Pollen Rain and the Sediment Record
Every year, billions of pollen grains rain down from the atmosphere and settle into lakes, bogs, and ocean sediments. The outer wall (exine) of each grain is made of sporopollenin — one of the most chemically resistant organic polymers known — allowing it to survive millions of years in anoxic sediments. By extracting pollen from successive layers of a sediment core, palynologists reconstruct a continuous record of vegetation change through time.
Reading the Diagram
A standard pollen diagram shows depth (or age) on the vertical axis and pollen percentages on the horizontal axis, with each taxon in its own column. The eye immediately picks out major transitions: the shift from grass-dominated glacial steppe to tree-dominated interglacial forest, the arrival of agriculture (Cerealia pollen spike plus forest decline), and the modern landscape transformation.
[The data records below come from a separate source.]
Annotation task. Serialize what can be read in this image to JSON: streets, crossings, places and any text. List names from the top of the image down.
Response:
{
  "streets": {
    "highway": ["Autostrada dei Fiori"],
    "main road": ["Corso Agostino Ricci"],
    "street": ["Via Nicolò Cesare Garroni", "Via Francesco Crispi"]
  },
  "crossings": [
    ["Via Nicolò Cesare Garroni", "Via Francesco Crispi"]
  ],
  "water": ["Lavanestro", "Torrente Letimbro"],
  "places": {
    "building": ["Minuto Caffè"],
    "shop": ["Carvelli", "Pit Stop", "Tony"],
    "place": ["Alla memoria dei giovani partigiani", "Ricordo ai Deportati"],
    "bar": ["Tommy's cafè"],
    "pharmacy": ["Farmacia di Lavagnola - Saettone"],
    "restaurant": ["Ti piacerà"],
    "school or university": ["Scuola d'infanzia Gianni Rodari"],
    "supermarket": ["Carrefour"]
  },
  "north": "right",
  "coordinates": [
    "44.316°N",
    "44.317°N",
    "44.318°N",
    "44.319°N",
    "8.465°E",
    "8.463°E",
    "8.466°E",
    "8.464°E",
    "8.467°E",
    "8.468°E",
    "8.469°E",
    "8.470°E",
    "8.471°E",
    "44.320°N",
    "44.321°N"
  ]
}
This simulator generates synthetic diagrams to teach you to read these patterns.
From Percentages to Vegetation
Converting pollen percentages to actual vegetation cover is non-trivial. Wind-pollinated trees like pine produce enormous quantities of pollen (overrepresentation), while insect-pollinated trees like lime produce little (underrepresentation). Pollen accumulation rates (PAR = concentration times sedimentation rate) provide a more direct measure of plant abundance than percentages alone. Transfer functions trained on modern pollen-vegetation calibration datasets further refine quantitative reconstruction.
Quaternary Ice Age Cycles
European pollen records spanning the last 800,000 years show spectacular oscillations between forest (interglacial, high AP%) and steppe/tundra (glacial, high NAP%). These cycles track orbital forcing (Milankovitch cycles) with remarkable fidelity. The simulator lets you model the AP/NAP ratio over depth and convert to time using sedimentation rates, illustrating how vegetation tracked climate through the Quaternary.